There’s a musical nativity figurine I take out every December since 2002. It’s a nice ceramic piece that plays, Away in a Manger, and has beautifully painted figures of the Holy Family in the classic scene: Mary kneeling, hands folded in prayer, gazing adoringly at the Baby Jesus in the manger with Joseph standing watch over them, a staff in one hand and a lantern in the other. The bottom of this figurine has the date, Dec. 2001, and my mother’s name. And that’s the important part.
This particular figurine was not my first choice when I shopped for a musical nativity for my mom that Christmas. I had glanced at it quickly then passed it by, moving on to other stores. My mom loved nativity scenes and musical boxes, and I was looking for one that revolved while playing a tune, and one that was larger (this one is a bit over 6 inches tall) so my mom could more clearly see the details given her failing eyesight. After shopping for hours and not finding what I wanted, I chose this one because it was pretty and it played one of my mother’s favorite Christmas tunes, Away in a Manger. I wasn’t totally satisfied with it…the melody sounded rather tinny and the music didn’t play very long before needing rewinding…but with time running short, just a few days to Christmas, I bought it with the idea that it was fine for now and I’d get her a better one next Christmas.
Before wrapping the gift, I wrote the date and my mom’s name on the bottom with a magic marker because she was staying in a nursing home. When I arrived, she looked at me with the faraway, blank stare that had become her expression these days. She said my name, as she always did, and nothing more. Sometimes you could not engage her at all, as if she just wasn’t there. I handed her the gift, she opened it...and then she smiled! Yes, she smiled, and that was a big deal, she did not smile often anymore.
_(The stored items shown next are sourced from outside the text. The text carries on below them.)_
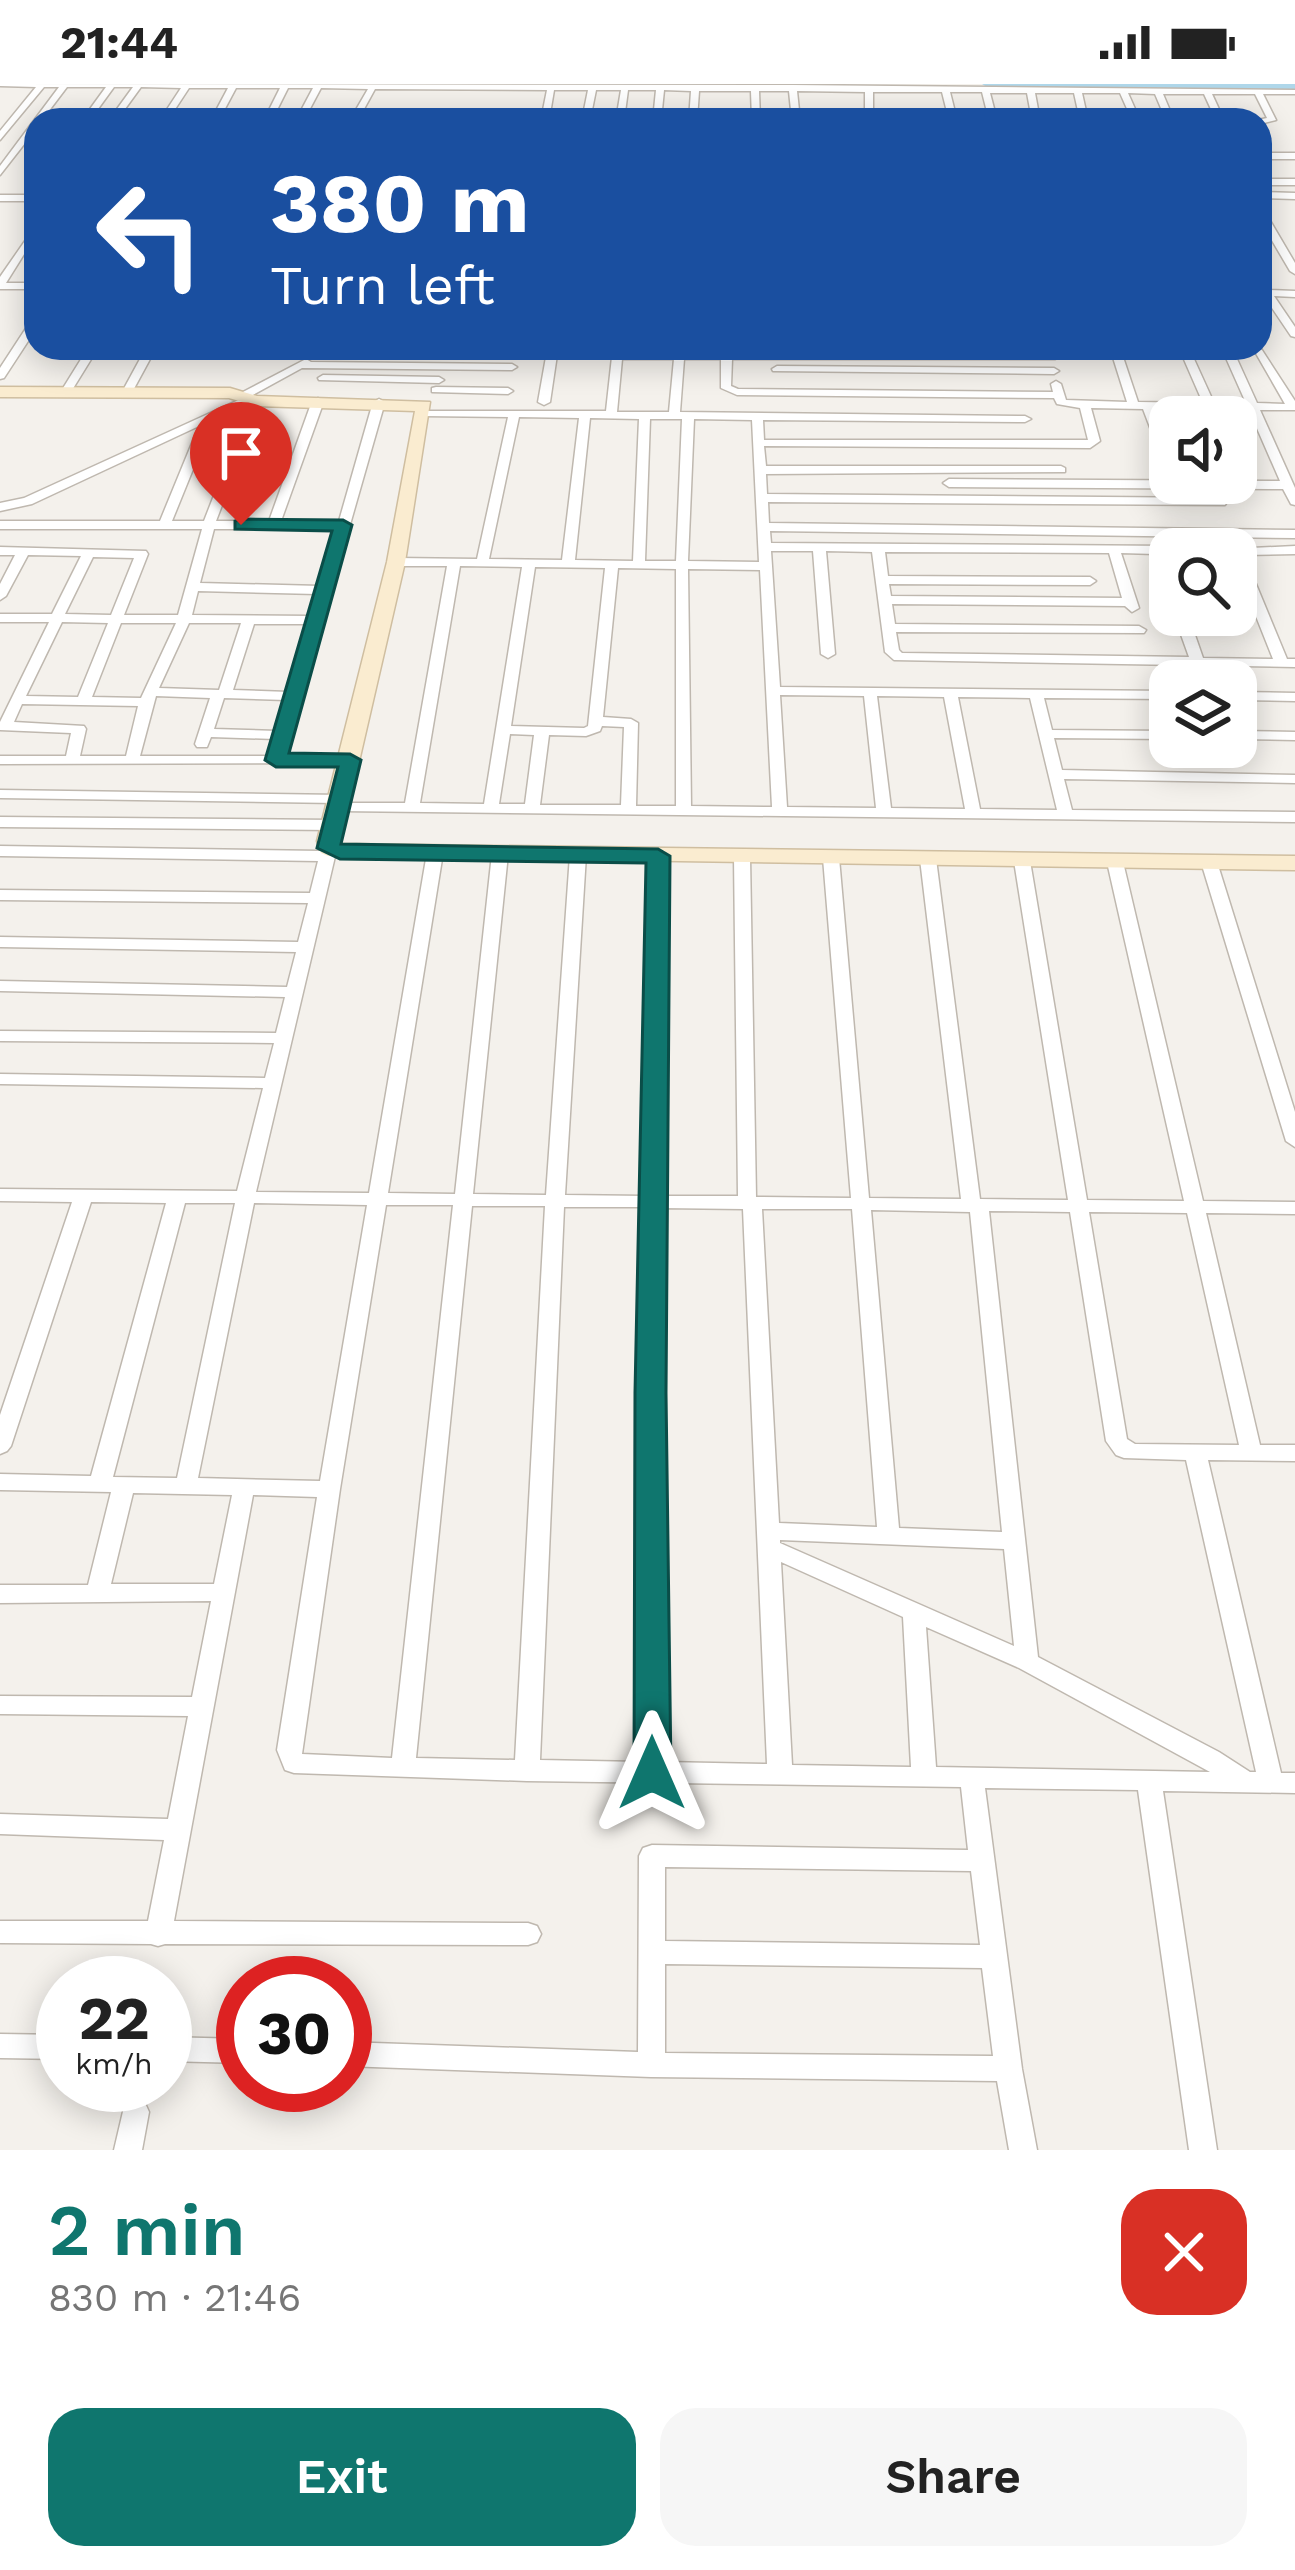 <!DOCTYPE html>
<meta charset="utf-8">
<style>
:root{--surface:#fff;--page:#f6f6f6;--text:#222;--muted:#767676;--accent:#0f766e}
body{margin:0;font-family:"Work Sans",sans-serif;background:var(--page);color:var(--text);height:100vh;display:flex;flex-direction:column;font-size:45px;white-space:nowrap}
*{box-sizing:border-box;margin:0}
p{font-size:39px;color:var(--muted)}
.icon{flex:none;width:66px;height:66px;fill:none;stroke:currentColor;stroke-width:2;stroke-linecap:round;stroke-linejoin:round}
.map{position:relative;height:2066px;overflow:hidden}
.side{display:flex;flex-direction:column;background:var(--surface);flex:1}
.side>*{flex:none}
.hud{position:absolute;left:24px;top:24px;width:1248px;height:252px;border-radius:36px;box-shadow:0 6px 30px #0003;background:#1a4fa0;color:#fff;overflow:hidden}
.tools{position:absolute;left:1149px;top:312px;display:grid;gap:24px}
.tools a{display:grid;place-items:center;width:108px;height:108px;border-radius:24px;background:var(--surface);box-shadow:0 6px 30px #0003;font-size:60px}
.speed{position:absolute;left:36px;top:1872px;display:flex;gap:24px;font-size:60px;font-weight:700;text-align:center}
.speed>*{display:grid;place-content:center;width:156px;height:156px;border-radius:50%;background:var(--surface);box-shadow:0 6px 30px #0003;line-height:1}
.speed small{font-size:30px;font-weight:400}
.speed .limit{border:18px solid #d22;background:#fff;color:#111}
.pin{position:absolute;display:grid;place-items:center;width:102px;height:102px;color:#fff;margin:-123px -51px;border-radius:50% 50% 50% 0;rotate:-45deg;box-shadow:0 0 12px #0007}
.pin .icon{rotate:45deg}
.me{position:absolute;width:132px;margin:-66px;rotate:0deg;stroke-linejoin:round;filter:drop-shadow(0 0 9px #0008)}
.turn{display:flex;align-items:center;gap:42px;height:252px;padding:0 48px;font-size:54px}
.turn .icon{width:156px;height:156px;stroke-width:2.5}
.turn b{display:block;font-size:84px;line-height:102px}
.round{display:grid;place-items:center;flex:none;width:126px;height:126px;border-radius:36px;background:var(--page)}
.head{display:flex;align-items:center;justify-content:space-between;height:204px;padding:0 48px}
h1{font-size:72px;font-weight:600;line-height:90px;color:var(--accent)}
.primary-button{display:flex;gap:24px;margin-top:auto;padding:24px 48px}
.primary-button a{flex:1;height:138px;border-radius:36px;background:var(--accent);color:#fff;font-size:48px;font-weight:600;line-height:138px;text-align:center}
.primary-button a+a{background:var(--page);color:var(--text)}
.status{display:flex;justify-content:space-between;align-items:center;height:84px;padding:0 60px;background:var(--surface);direction:ltr}
.status svg{height:33px;fill:currentColor}
.map>svg:first-child{display:block}
.lines{fill:none;stroke-linecap:round;stroke-linejoin:round}
.canal{fill:#afd7ea;fill-rule:evenodd}
.street-casing{stroke:#bfb8af;stroke-width:3}
.secondary-casing{stroke:#cfbea0;stroke-width:3}
.street{fill:#fff;fill-rule:evenodd}
.secondary{fill:#faecd0;fill-rule:evenodd}
.route{fill:#0f766e;stroke:#0a4d48;stroke-width:3}
</style>
<div class="status"><b>21:44</b><svg viewBox="0 0 49 12"><path d="M0 12V9h3v3zM5 12V6h3v6zM10 12V3h3v9zM15 12V0h3v12zM26 1h20v11H26zM47 4h2v5h-2z"/></svg></div>
<div class="map">
<svg width="1295" height="2066" viewBox="0 0 1295 2066">
<rect width="100%" height="100%" fill="#f4f1ec"/>
<g class="lines">
<path class="canal" d="M982,0h313v6l-308,-3z"/>
<defs>
<path id="street" d="M0,0l793,1 502,5v4h-32l13,26 -16,4 -2,-4 9,-2 -12,-24h-43l12,26h-8l-12,-26h-41l11,26h-8l-11,-26 -27,-1 12,27h-8l-12,-27h-38l6,27h-8l-6,-27h-39l5,27h-8l-5,-27h-37l7,27h-8l-7,-28h-32l7,28h-8l-7,-28h-69v28h-8v-28l-68,-1 3,29h-8l-3,-29h-30l1,29h-8l-1,-29h-52l-2,29h-8l2,-29 -27,-1 -3,30h-8l3,-30h-28l-4,30h-8l5,-30h-25l-6,30h-8l6,-30h-34l-5,30h-8l6,-30 -172,-1 -17,31h-8l18,-31 -47,-1 -17,32h-8l17,-32h-25l-16,32h-8l16,-32h-44l-17,32h-8l17,-32h-39l-21,32h-8l21,-32 -40,-1 -24,33h-8l24,-33h-19l-24,33h-8l24,-33h-39l-25,33h-6v9l-36,46v-9l59,-79h-15l-44,53v-9l36,-44 -36,-1z
M1260,69h35v6h-35z
M1260,95h35v6h-35z
M1260,108l35,1v6l-35,-1z
M0,111h36v6h-36z
M1260,125l5,3 30,51v11l-5,-3 -30,-51z
M36,141v10l-30,48h30v6h-36v-12z
M1260,196l10,10 25,1v6l-21,-1 21,31v10l-4,-1 -27,-40h-4z
M36,234v11l-32,49 -4,1v-11l32,-49z
M1260,263l35,54v9h-35l35,78v17l-4,-1 -8,-15 -334,-2 -6,-4 6,-4 331,2 -31,-71 -95,-1 16,41v17l-6,-3 -21,-55 -52,-1 9,33 -10,7 -326,-2 2,20h295l4,2v4l-299,2 1,20 454,4 6,4 -2,3 -457,-3 1,21 526,7v8l-525,-7 1,12 399,3 6,3h-6v5h-3l3,31 -6,-4 -9,-27 -34,-1 18,55 -7,4 -7,-6 -233,-2 3,20 244,2 7,4 -2,3 -248,-1 3,18 3,3 287,4 -15,-42h14l15,43 70,1 -37,-93v-17h-5l64,-3v8l-51,1 43,104h8v8l-401,-7 -9,-8 -13,-100 -46,-1 9,103 -7,4 -7,-4 -8,-103h-42l9,136 390,4v8l-126,-1 8,32 118,1v8l-116,-1 8,32 233,5v8l-231,-4 8,31 223,2v10l-955,-11 -7,-4 3,-4 -336,-5v-8l341,5 7,4 -3,4h60l42,-237h-51l-6,-4 6,-4 81,1 31,-142 -85,-1 -4,-1v-4h187l7,-63h10v5h51l1,-5h10v5h37v-5h10v5l319,1 4,1v4h-323l-1,27 7,3 315,3 -2,-8 5,-3 5,3 5,16 61,2 -17,-54h10l18,54 65,1 -24,-55h10l25,55h32l-24,-54 10,-1 25,55 28,1 -31,-54zM622,275h52l-5,53h-52zM684,275h37v29l16,7 317,3 3,6 23,4 8,32h-324l-1,-20 262,2 6,-3 -6,-3 -345,-4zM519,333l60,1 -17,142 -73,-1zM590,334l49,1 -6,142 -58,-1zM650,335h32l-6,142h-31zM694,335l58,1 7,142 -71,-1zM885,468l224,1 13,45 -231,-2 -2,-12 201,1 6,-4 -6,-4 -202,-1zM460,482l62,1 -38,237 -64,-1zM535,483l70,1 -17,158 -4,2 -73,-2zM618,484l58,1v237h-40l2,-83 -7,-4 -28,-2zM688,485l72,1 12,237 -81,-1zM780,611l84,1 12,112 -89,-1zM877,612l67,1 21,112 -74,-1zM958,613l72,1 27,112 -77,-1zM602,642l22,1 -3,78h-81l9,-70 37,1 14,-5zM510,650l24,1 -9,69h-26z
M88,264h10l-29,47h-8l-1,-2z
M146,264h10l-26,48h-8l-1,-2z
M548,264h10l-8,54 -6,3 -6,-3 8,-45 -222,-2 -5,-3 5,-3 223,2z
M306,275l5,3 201,2 5,3 -5,3 -210,-2 -51,28 11,5 -46,120h53l43,-120 6,-3 6,3 -43,120h58l34,-119 6,-3 6,3 -101,354h66l5,1v6l-355,1v-8h66l5,-23 -71,-3v-8l49,-100h-49v-8h52l29,-58 -53,-1 -22,41 -6,4v-16l15,-29h-15v-8l146,4 2,3 -24,61h54l24,-86h-202v-8h160l39,-95 -167,78 -32,7v-8l24,-5 219,-100 -2,-5zM250,319l-46,118h-32l41,-101zM214,445h122l-16,57 -120,-3zM93,473l41,1 -23,57 -46,-1zM198,507l119,3 -6,22 -119,-1zM62,538l46,1 -30,74 -52,-1zM121,539h55l-35,75 -49,-1zM189,539h52l-22,67 -60,-2zM254,540h55l-20,68 -56,-2zM156,612l54,2 -15,46 2,3h10l4,-10 64,2 -5,17h-130zM224,614l62,2 -9,31 -63,-2zM22,620l116,2 -12,50h-46l6,-27 -2,-3 -70,-4z
M777,282l277,2 5,3 -5,3 -281,-3 -1,-2z
M323,291l116,2 5,3 -5,3 -120,-3 -1,-2z
M436,303l72,1 5,3 -5,3 -76,-2v-4z
M1236,608l59,1v8l-59,-1z
M1236,647l59,1v8l-59,-1z
M0,733l333,3 8,5 -8,5 -333,-3z
M329,759l8,5 -81,344 113,1 58,-340 8,-5 8,5 -55,340 67,1 37,-340 8,-5 8,5 -35,340 73,1 24,-340 8,-5 8,5 -21,340 79,1 6,-340 8,-5 8,5 -4,340h76l-4,-339 8,-5 8,5 6,340 95,1 -28,-340 8,-5 8,5 30,340 92,1 -41,-340 8,-5 8,5 44,340 88,1 -54,-339 8,-5 8,5 57,339 97,1 -77,-339 8,-5 8,5 80,339 92,1v12l-89,-1 54,232h35v16l-87,-1 73,313h14v20l-132,-2 54,359h-28l-51,-360 -153,-2 37,281 15,81h-28l-12,-69 -346,-4 -306,-11v-24l293,10 1,-196 4,-8 9,-3 316,5 -7,-63 -434,-6 -233,-8 -9,-3 -8,-20 40,-253 -64,-2 -79,426 354,2 9,3 4,8 -4,8 -9,3 -363,-1 -7,2 -7,-2 -151,-1v-22h148l16,-81 -164,-6v-20l168,5 20,-103 -188,-2v-18l192,1 19,-96 -211,2v-18h88l23,-93 -111,-2v-16l91,2 75,-273 -75,-1 -80,244 -4,5 -7,3v-39l72,-213 -72,-1v-12l237,2 26,-103 -263,-4v-10l265,4 9,-35 -274,-2v-10l276,2 9,-36 -285,-6v-10l287,6 9,-35 -296,-5v-10l298,5 10,-39 -308,-3v-10l310,3 8,-32 -318,-5v-10l321,5 3,-6zM185,1119h50l-58,275 -64,-1zM254,1119l113,2 -47,276 -122,-3zM386,1121h67l-61,553 -90,-4 38,-265zM472,1122h73l-30,554 -99,-2zM564,1123h79l-3,186v369l-100,-2zM662,1124l81,1 24,555 -103,-2 -4,-369zM762,1125h90l25,318 -98,-4zM871,1126l99,2 32,320 -103,-4zM989,1127l81,1 36,229 10,14 8,3 62,2 70,312h-6l-31,-20 -181,-95zM1089,1128l98,1 52,232 -104,-1 -8,-5zM133,1409l99,2 -18,89h-103zM780,1456l224,9 10,97 -234,-103zM781,1478l122,55 8,150 -119,-2zM926,1543l93,41 191,104 -274,-5zM665,1783l306,4 9,74 -315,-4zM665,1880l317,4 11,88 -328,-3z
M1209,773l8,5 78,250v35l-9,-6 -85,-279z
M0,1950l63,1v24l-63,-1z
M165,1953l78,2v24l-78,-2z
M135,2015l10,4 4,9 -7,38h-28l11,-47z"/>
<path id="secondary" d="M0,303l230,1 27,8 173,6 -25,160 -65,282 955,12v14l-967,-14 -7,-3 -4,-12 70,-279 28,-151 -159,-5 -27,-8 -229,-1z"/>
</defs>
<use href="#street" class="street-casing"/>
<use href="#secondary" class="secondary-casing"/>
<use href="#street" class="street"/>
<use href="#secondary" class="secondary"/>
</g>
<path class="route" d="M241,435l102,1 9,5 -63,228 61,1 11,6 -20,84 317,5 12,7 -4,537 5,380 -5,10 -14,5 -13,-5 -5,-10 1,-380 11,-530 -306,-4 -23,-11 21,-81h-62l-11,-7 67,-229 -97,-2v-8z"/>
</svg>
<div class="tools">
<a><svg class="icon" aria-label="sound" viewBox="0 0 24 24"><path d="M4 9h4l5-4v14l-5-4H4zM17 9q2 3 0 6"/></svg></a>
<a><svg class="icon" aria-label="search" viewBox="0 0 24 24"><circle cx="10" cy="10" r="6"/><path d="M15 15l6 6"/></svg></a>
<a><svg class="icon" aria-label="layers" viewBox="0 0 24 24"><path d="M12 4l9 5-9 5-9-5zM3 14l9 5 9-5"/></svg></a>
</div>
<div class="speed"><div>22<small>km/h</small></div><div class="limit">30</div></div>
<div class="pin" style="left:241px;top:441px;background:#d93025"><svg class="icon" aria-label="arrive" viewBox="0 0 24 24"><path d="M6 21V4h12l-3 4 3 4H6"/></svg></div>
<svg class="me" style="left:652px;top:1689px" viewBox="-20 -20 40 40"><path d="M0-17L14 15 0 8-14 15z" fill="#0f766e" stroke="#fff" stroke-width="4"/></svg>
<div class="hud">
<div class="turn"><svg class="icon" aria-label="left" viewBox="0 0 24 24"><path d="M17 20v-9H6M10 6l-5 5 5 5"/></svg><div><b>380 m</b>Turn left</div></div>
</div>
</div>
<section class="side">
<div class="head"><div><h1>2 min</h1><p>830 m · 21:46</p></div><a class="round" style="background:#d93025;color:#fff"><svg class="icon" aria-label="close" viewBox="0 0 24 24"><path d="M6 6l12 12M18 6L6 18"/></svg></a></div>
<div class="primary-button"><a>Exit</a><a>Share</a></div>
</section>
With her failing eyesight, I wasn’t even sure the figurine was big enough for her to see the wonderful detail in the figures. But no matter…she seemed to see it well enough to smile right away when it was unwrapped, and an even bigger smile that lit up her face when she heard, Away in a Manger. She loved music; she loved to sing. In her younger days before the illness that left her body alone but took her mind…and oh, did it take her mind to places where a dark unreality could turn a warm summer day into a harsh winter night…she sang at a local USO club for WWII soldiers. When my siblings and I were children, my mother sang to the radio every day. She had a lovely singing voice. Although I enjoy singing, I can honestly say I did not inherit her vocal talent, but one of my sisters did. Then the illness took my mother's body, too.